Inactivation of vimF, a putative glycosyltransferase gene downstream of vimE, alters glycosylation and activation of the gingipains in Porphyromonas gingivalis W83.

Elaine Vanterpool1, Francis Roy, Hansel M Fletcher.   

Abstract

Regulation/activation of the Porphyromonas gingivalis gingipains is poorly understood. A 1.2-kb open reading frame, a putative glycosyltransferase, downstream of vimE, was cloned, insertionally inactivated using the ermF-ermAM antibiotic resistance cassette, and used to create a defective mutant by allelic exchange. In contrast to the wild-type W83 strain, this mutant, designated P. gingivalis FLL95, was nonpigmented and nonhemolytic when plated on Brucella blood agar. Arginine- and lysine-specific gingipain activities were reduced by approximately 97% and 96%, respectively, relative to that of the parent strain. These activities were unaffected by the growth phase, in contrast to the vimA-defective mutant P. gingivalis FLL92. Expression of the rgpA, rgpB, and kgp gingipain genes was unaffected in P. gingivalis FLL95 in comparison to the wild-type strain.

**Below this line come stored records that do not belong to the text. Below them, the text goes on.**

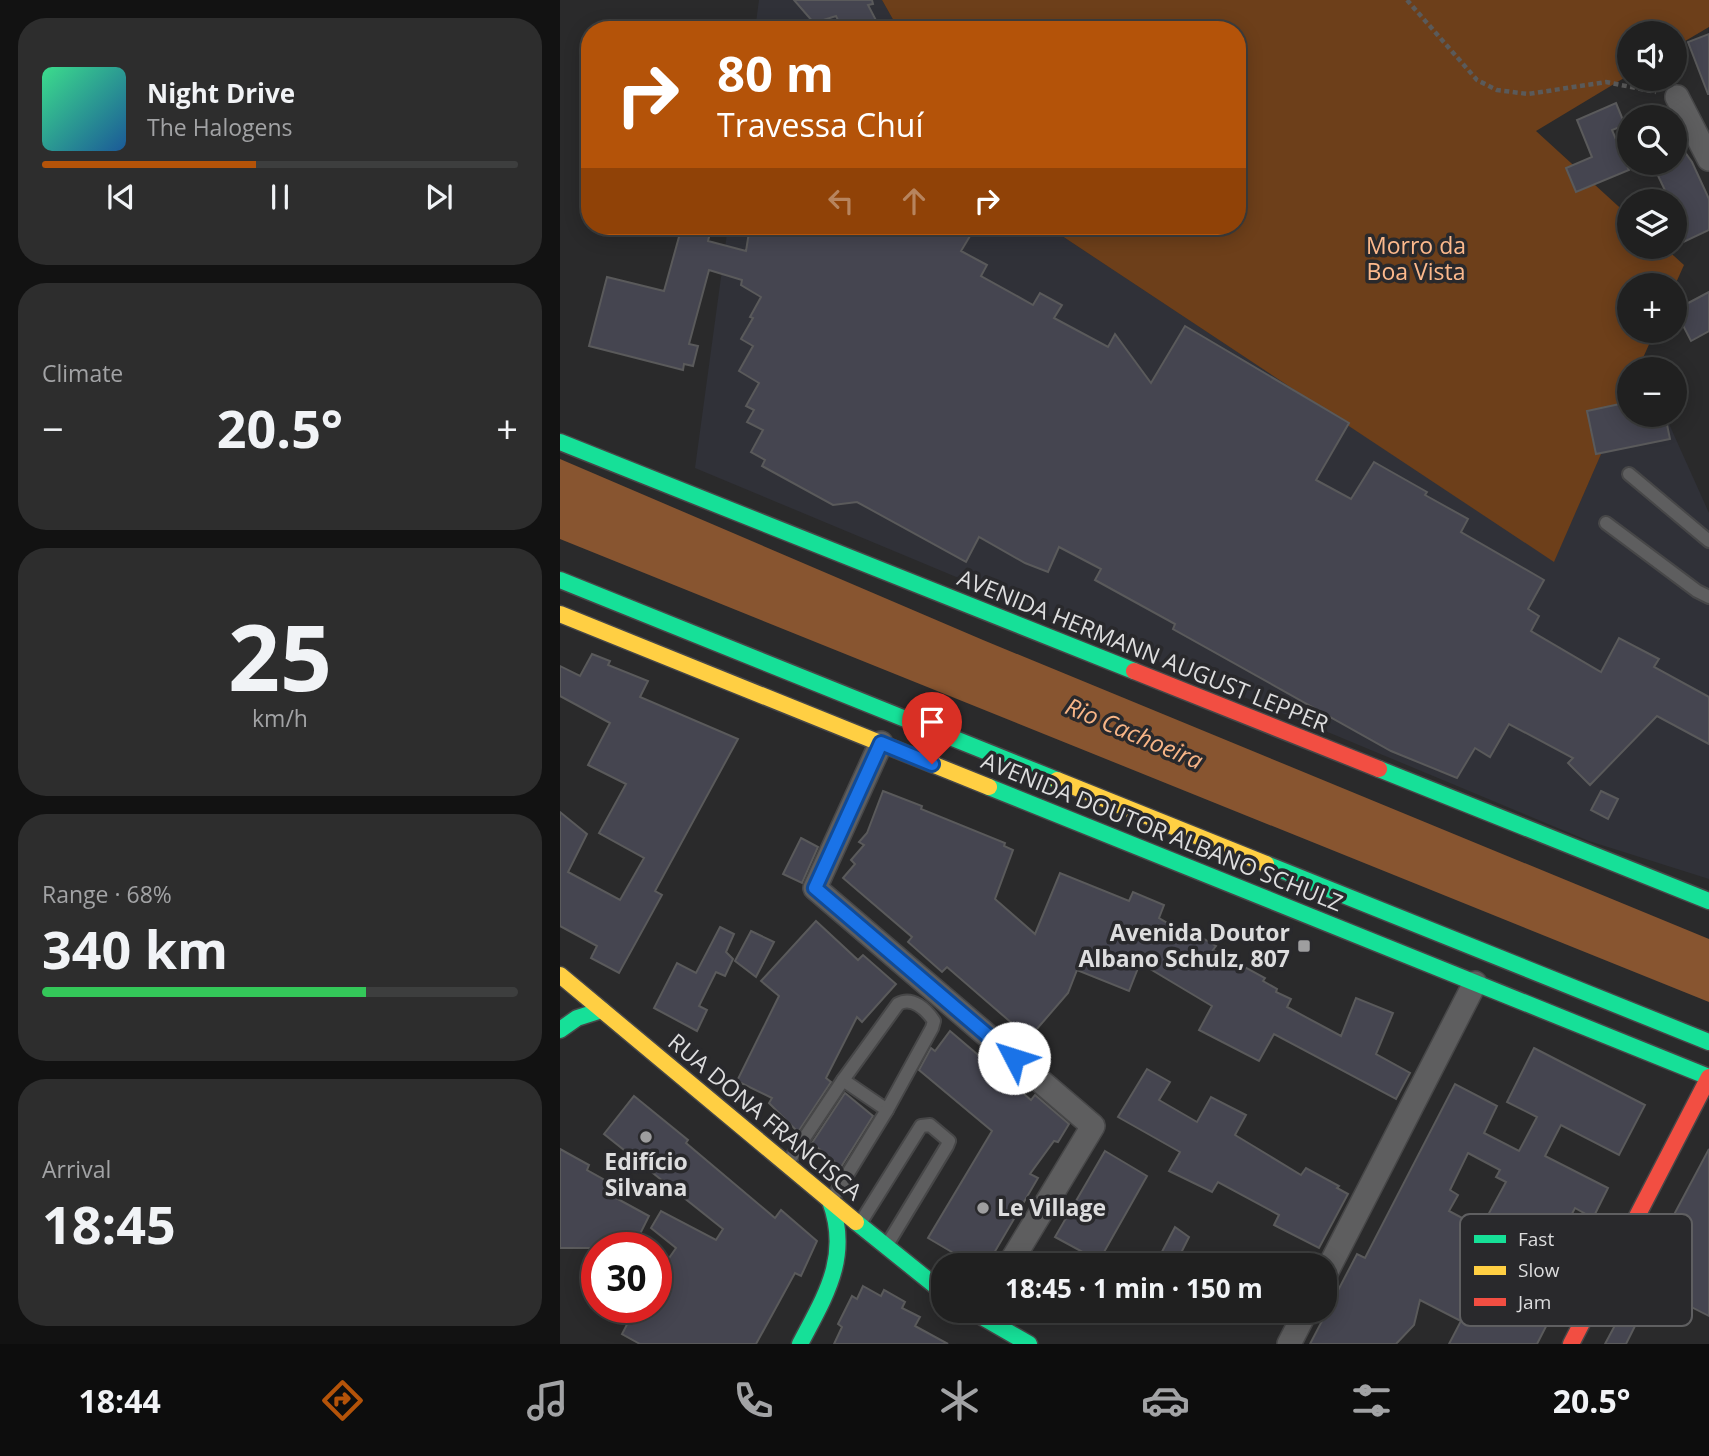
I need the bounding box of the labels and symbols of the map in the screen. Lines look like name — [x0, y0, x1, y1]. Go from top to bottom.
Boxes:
park label: Morro da Boa Vista — [1366, 229, 1466, 287]
street label: AVENIDA HERMANN AUGUST LEPPER — [953, 561, 1334, 739]
water label: Rio Cachoeira — [1061, 689, 1209, 777]
pin — [902, 692, 962, 764]
street label: AVENIDA DOUTOR ALBANO SCHULZ — [977, 744, 1348, 918]
place label: Avenida Doutor Albano Schulz, 807 — [1078, 916, 1290, 974]
marker: Avenida Doutor Albano Schulz, 807 — [1296, 938, 1312, 954]
position arrow — [977, 1021, 1051, 1095]
street label: RUA DONA FRANCISCA — [662, 1025, 870, 1207]
marker: Edifício Silvana — [638, 1129, 654, 1145]
place label: Edifício Silvana — [604, 1145, 688, 1203]
place label: Le Village — [997, 1191, 1106, 1223]
marker: Le Village — [975, 1200, 991, 1216]
legend — [1460, 1214, 1692, 1326]
text: Fast — [1518, 1226, 1554, 1252]
speed limit sign: 30 — [581, 1232, 672, 1323]
text: Slow — [1518, 1257, 1560, 1283]
text: Jam — [1516, 1289, 1551, 1315]

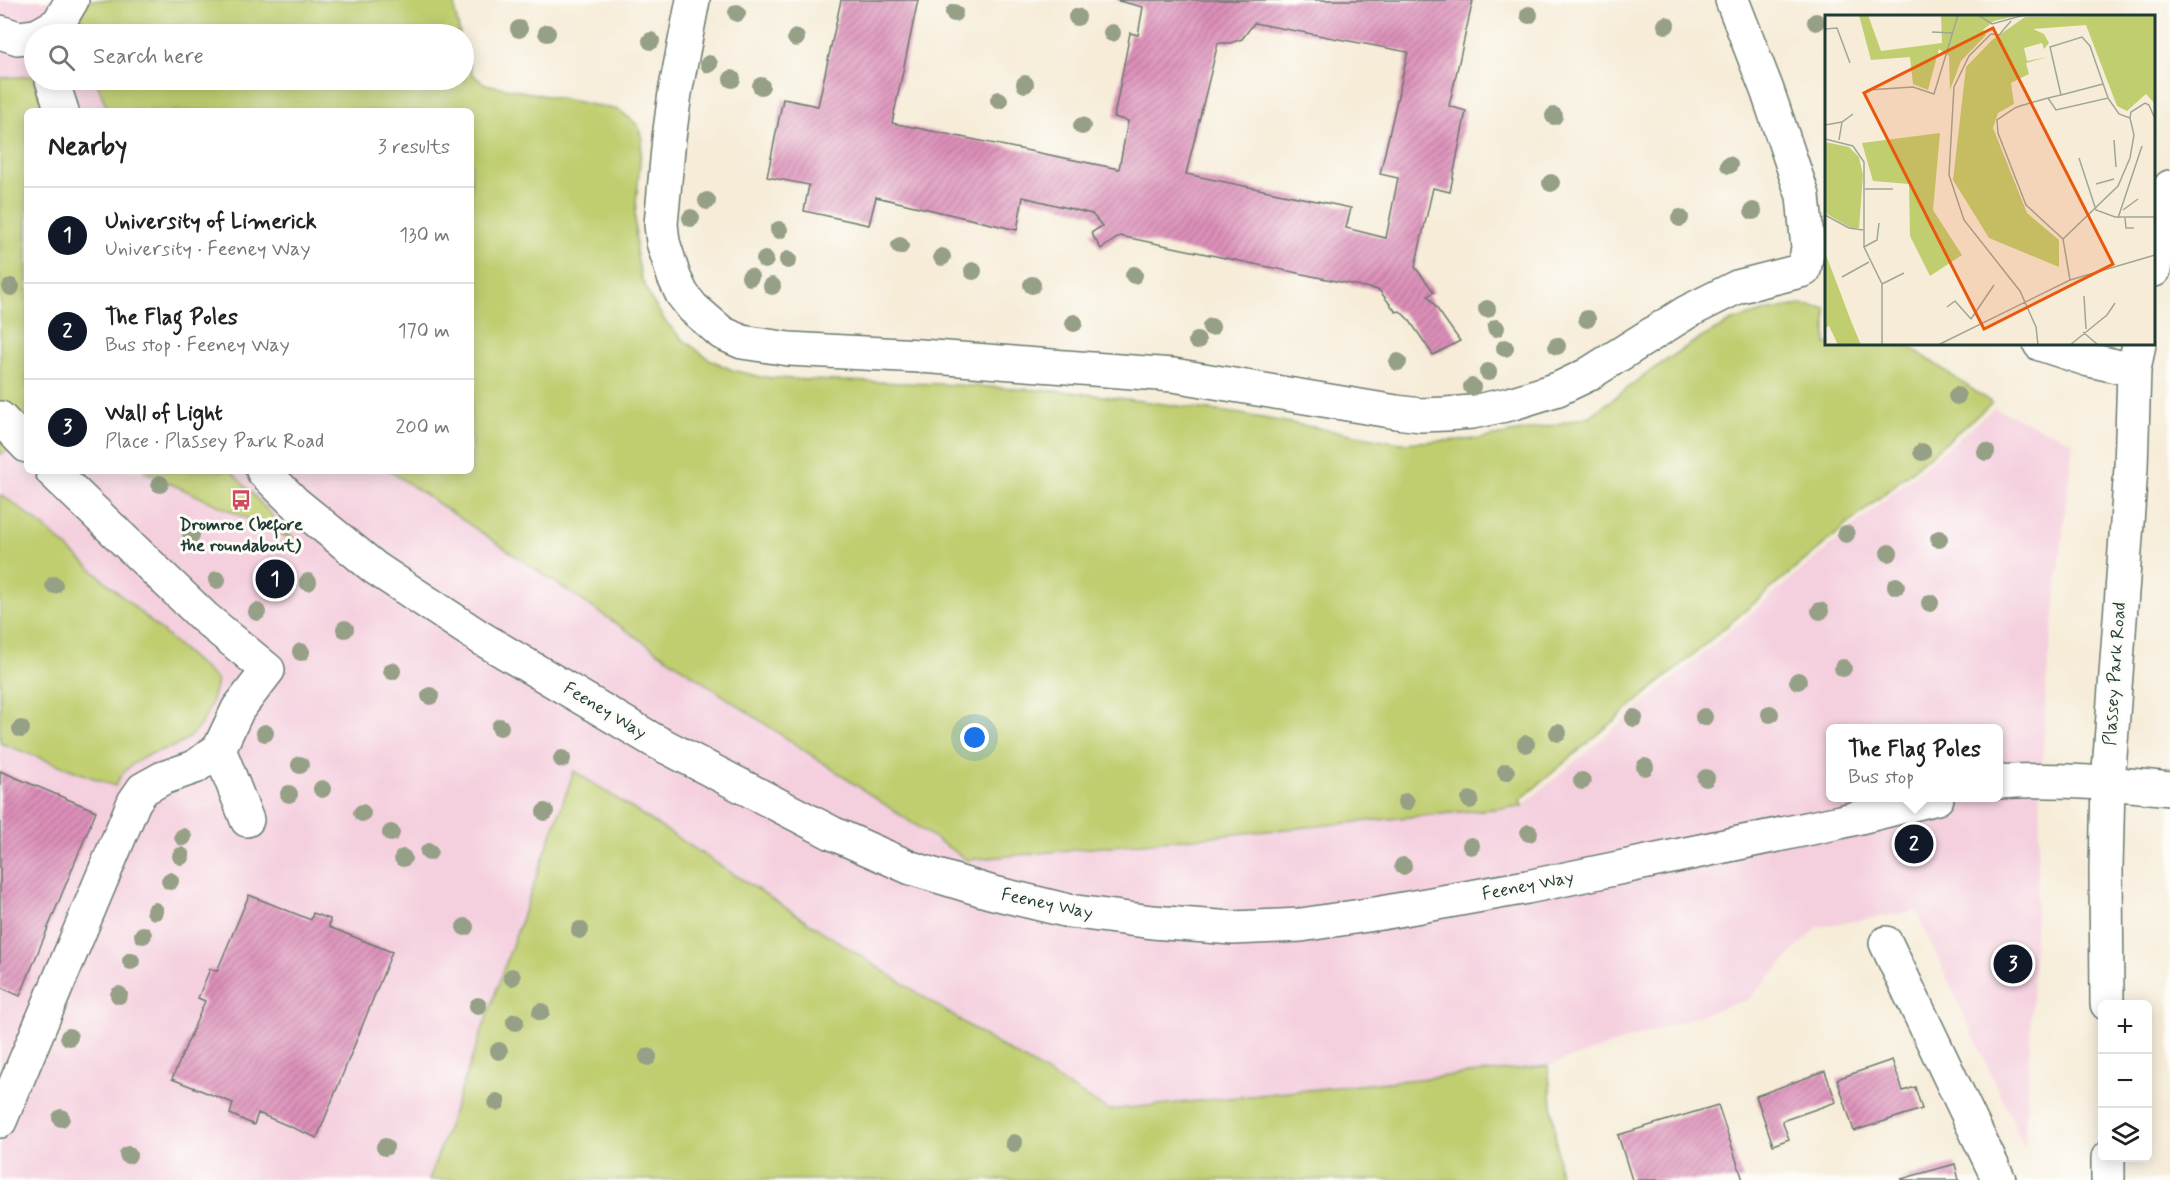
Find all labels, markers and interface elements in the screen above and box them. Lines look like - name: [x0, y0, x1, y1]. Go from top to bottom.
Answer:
- inset map: [1825, 15, 2155, 345]
- search box: [24, 24, 474, 90]
- icon: search: [45, 41, 78, 74]
- text: Search here: [93, 43, 204, 71]
- text: Nearby: [48, 130, 127, 164]
- text: 3 results: [378, 134, 450, 161]
- text: University of Limerick: [105, 208, 317, 236]
- text: 1: [63, 222, 72, 249]
- text: 130 m: [399, 222, 450, 249]
- text: University · Feeney Way: [105, 236, 310, 263]
- text: The Flag Poles: [105, 304, 238, 332]
- text: 2: [63, 318, 72, 345]
- text: 170 m: [398, 318, 450, 345]
- text: Bus stop · Feeney Way: [105, 332, 290, 359]
- text: Wall of Light: [105, 400, 223, 428]
- text: 3: [63, 414, 72, 441]
- text: 200 m: [395, 414, 450, 441]
- text: Place · Plassey Park Road: [105, 428, 324, 455]
- bus stop icon: Dromroe (before the roundabout): [229, 488, 253, 512]
- place label: Dromroe (before the roundabout): [179, 513, 303, 558]
- pin: 1: [256, 556, 294, 602]
- street label: Plassey Park Road: [2098, 601, 2132, 747]
- street label: Feeney Way: [559, 677, 651, 745]
- your location: [960, 723, 989, 752]
- popup: [1826, 724, 2003, 802]
- text: The Flag Poles: [1848, 736, 1981, 764]
- text: Bus stop: [1848, 764, 1914, 791]
- pin: 2: [1894, 822, 1934, 866]
- street label: Feeney Way: [1480, 865, 1576, 907]
- street label: Feeney Way: [999, 883, 1095, 925]
- pin: 3: [1994, 942, 2032, 986]
- map controls: [2098, 1000, 2152, 1162]
- button: +: [2098, 1000, 2152, 1054]
- button: −: [2098, 1054, 2152, 1108]
- button: layers: [2098, 1108, 2152, 1162]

In nonactive gingipain extracellular protein fractions, multiple high-molecular-weight proteins immunoreacted with gingipain-specific antibodies. The specific gingipain-associated sugar moiety recognized by monoclonal antibody 1B5 was absent in FLL95. Taken together, these results suggest that the vimE downstream gene, designated vimF (virulence modulating gene F), which is a putative glycosyltransferase group 1, is involved in the regulation of the major virulence factors of P. gingivalis.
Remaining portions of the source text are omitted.